El pequeño carruaje tirado por dos burros apenas podía moverse…
Estaba cargado con pesadas cajas y pieles, y encima de todo eso también iban sentadas muchas personas: Robin, Zara, los tres jóvenes, ¡y los seis santos también!
Los Cinco escoltas que fueron enviados para acompañar a Robin a la capital y Billy…
Todo el viaje por carretera fue de alguna manera cómico, muchas veces algunos bandidos se sintieron tentados a atacar el carruaje cuando veían al joven y sonriente Robin conduciéndolo, pero cuando intentaban atacar…
bueno, los tres chicos tuvieron mucho ejercicio durante el camino.
Muchas veces también los seis santos revoloteaban en el aire alrededor del carruaje para aliviar algo de peso de los dos burros para acelerar su paso…

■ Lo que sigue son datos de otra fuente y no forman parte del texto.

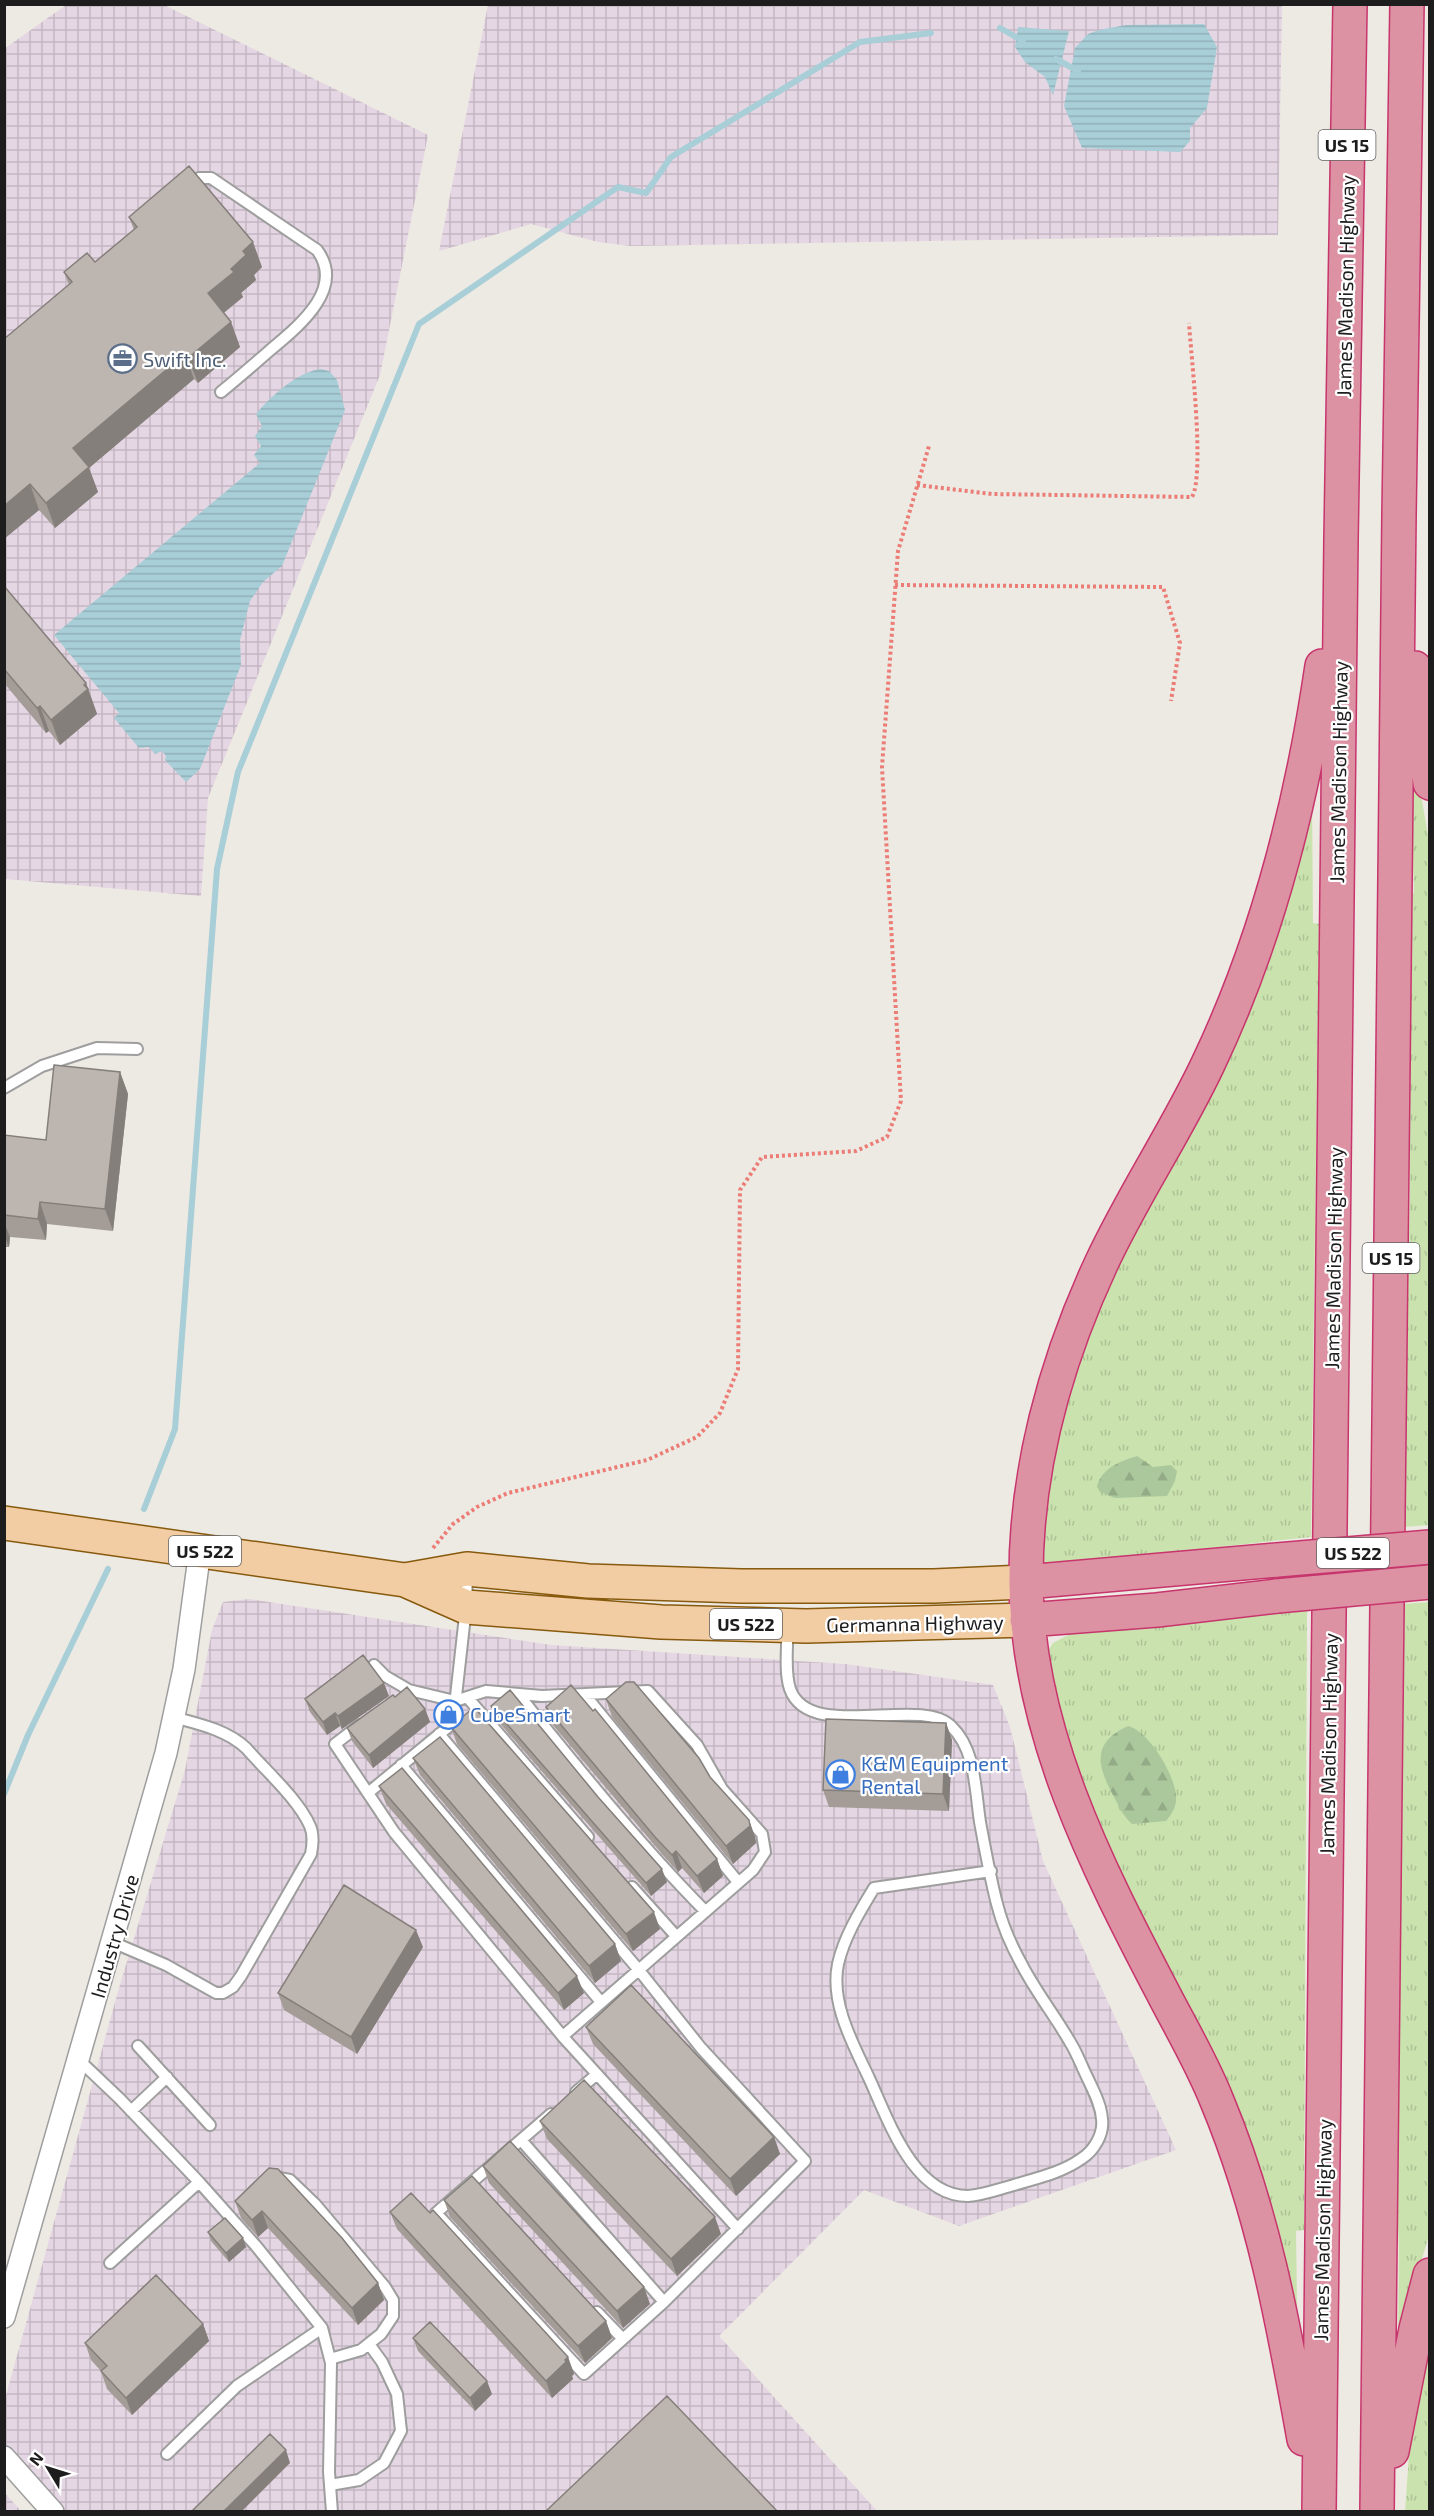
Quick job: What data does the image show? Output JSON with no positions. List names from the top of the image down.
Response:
{
  "streets": {
    "highway": [
      "US 15",
      "James Madison Highway",
      "US 522",
      "Germanna Highway"
    ],
    "street": ["Industry Drive"]
  },
  "crossings": [
    ["Germanna Highway", "Industry Drive"]
  ],
  "places": {
    "office": ["Swift Inc."],
    "shop": ["CubeSmart", "K&M Equipment Rental"]
  },
  "north": "top left"
}
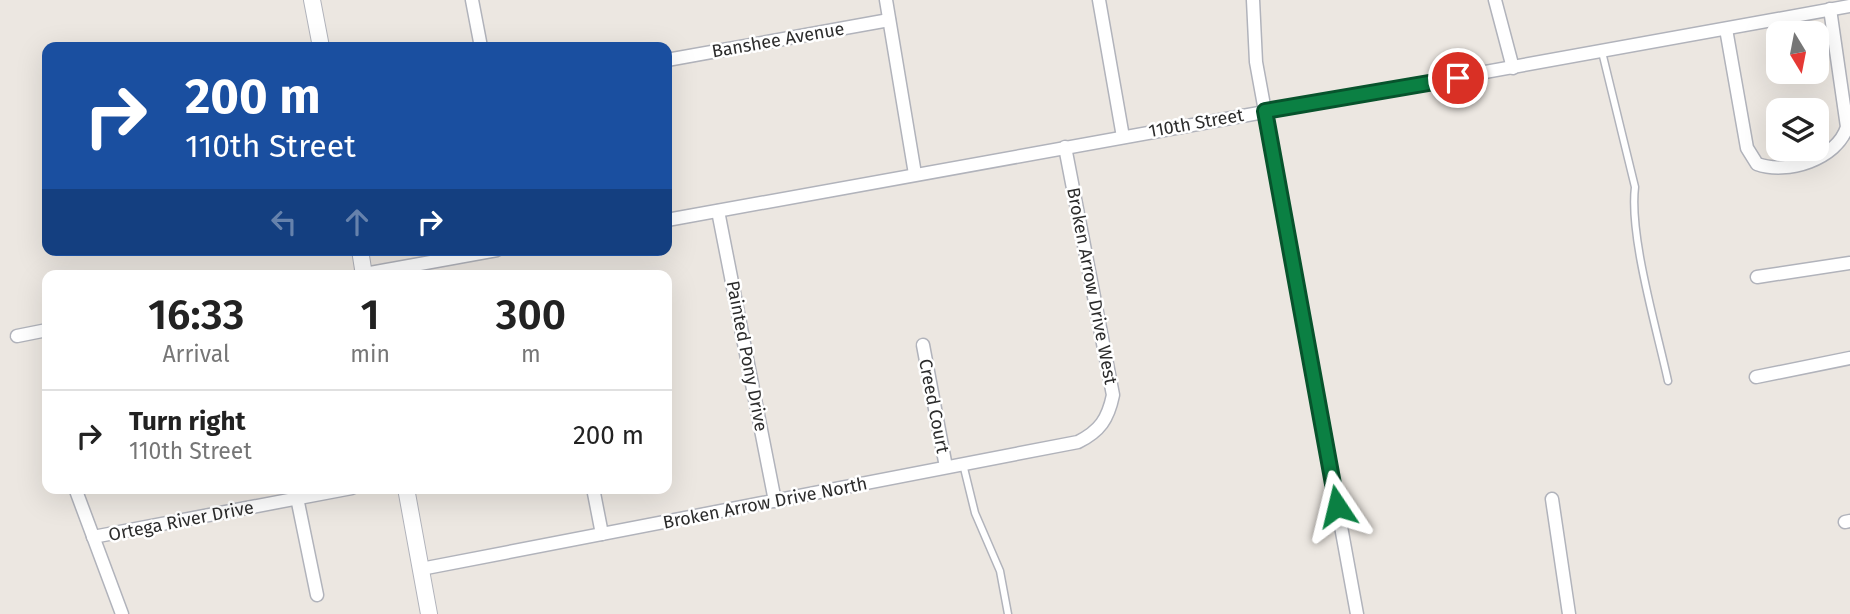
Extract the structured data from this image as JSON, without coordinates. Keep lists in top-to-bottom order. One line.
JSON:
{"streets":{"street":["Banshee Avenue","110th Street","Broken Arrow Drive West","Painted Pony Drive","Creed Court","Broken Arrow Drive North","Ortega River Drive"]},"crossings":[["110th Street","Broken Arrow Drive West"],["110th Street","Painted Pony Drive"],["Broken Arrow Drive West","Broken Arrow Drive North"],["Painted Pony Drive","Broken Arrow Drive North"],["Creed Court","Broken Arrow Drive North"]],"north":"bottom","page":{"turn":["200 m","110th Street"],"eta":["16:33","Arrival","1","min","300","m"],"list":[{"name":"Turn right","note":"110th Street","value":"200 m"}]}}
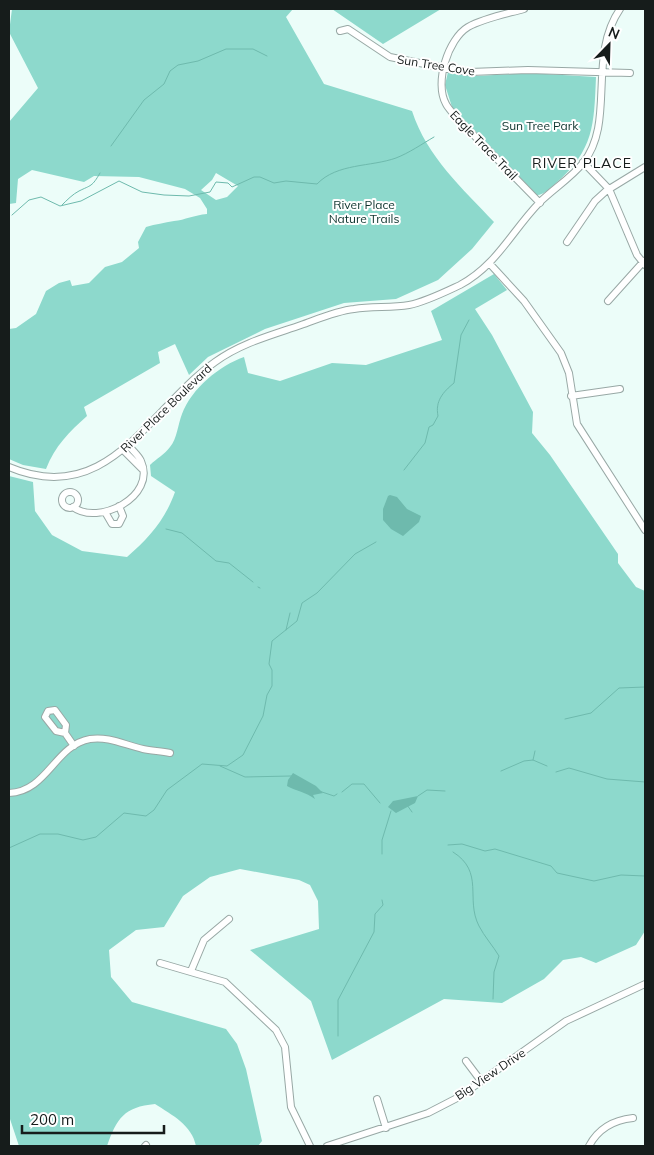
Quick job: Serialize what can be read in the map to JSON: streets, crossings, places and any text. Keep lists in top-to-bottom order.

¡seis hombres volando eran extremadamente llamativos!
¡La mayoría de los ciudadanos comunes nunca habían visto a un santo antes, mucho menos a 6 de ellos flotando a baja velocidad!
Muchos estaban aterrorizados ante la vista, muchos de mente simple se postraban en el suelo y comenzaban a adorar a los *dioses que pasaban*
—Guau…
—se maravilló Zara ante la vista frente a ella, finalmente, después de muchas aventuras inesperadas en el pequeño viaje por carretera, la capital apareció frente a ellos.
Las altas y gruesas murallas, las banderas que ondeaban sobre las enormes puertas, los guardias de pie con sus brillantes armaduras…
todo despertaba una sensación de asombro y respeto.
Uno de los Cinco Santos se levantó al ver estas murallas.
—Iré a preparar el camino para el carruaje e informaré a su alteza sobre la presencia del señor Robin —.
Luego se elevó y se dirigió directamente hacia la puerta.
En cuanto al jefe de los escoltas, miró a Robin con una sonrisa.
—Estoy seguro de que te gustará esta visita y seguramente te agradará el Sabio Alberto, Sr.
Robin, ya que él también sin duda te respeta, aunque no sé por qué es así, era evidente en la forma en que nos ordenó tratarte.
Robin sonrió pero no dijo nada, sabía muy bien para qué era este *respeto*.
El sabio seguramente sabe sobre él y sus habilidades hasta cierto punto, si no respeta a alguien como Robin, ¿entonces a quién más podría respetar?
…
El carruaje rápidamente llegó a la puerta y pasó sin obstáculos y luego se dirigió directamente hacia el palacio real.
No hubo soldado ni transeúnte que viera el carruaje de aspecto rústico entrando en la zona interior del palacio real y no se sorprendiera por lo que estaba sucediendo…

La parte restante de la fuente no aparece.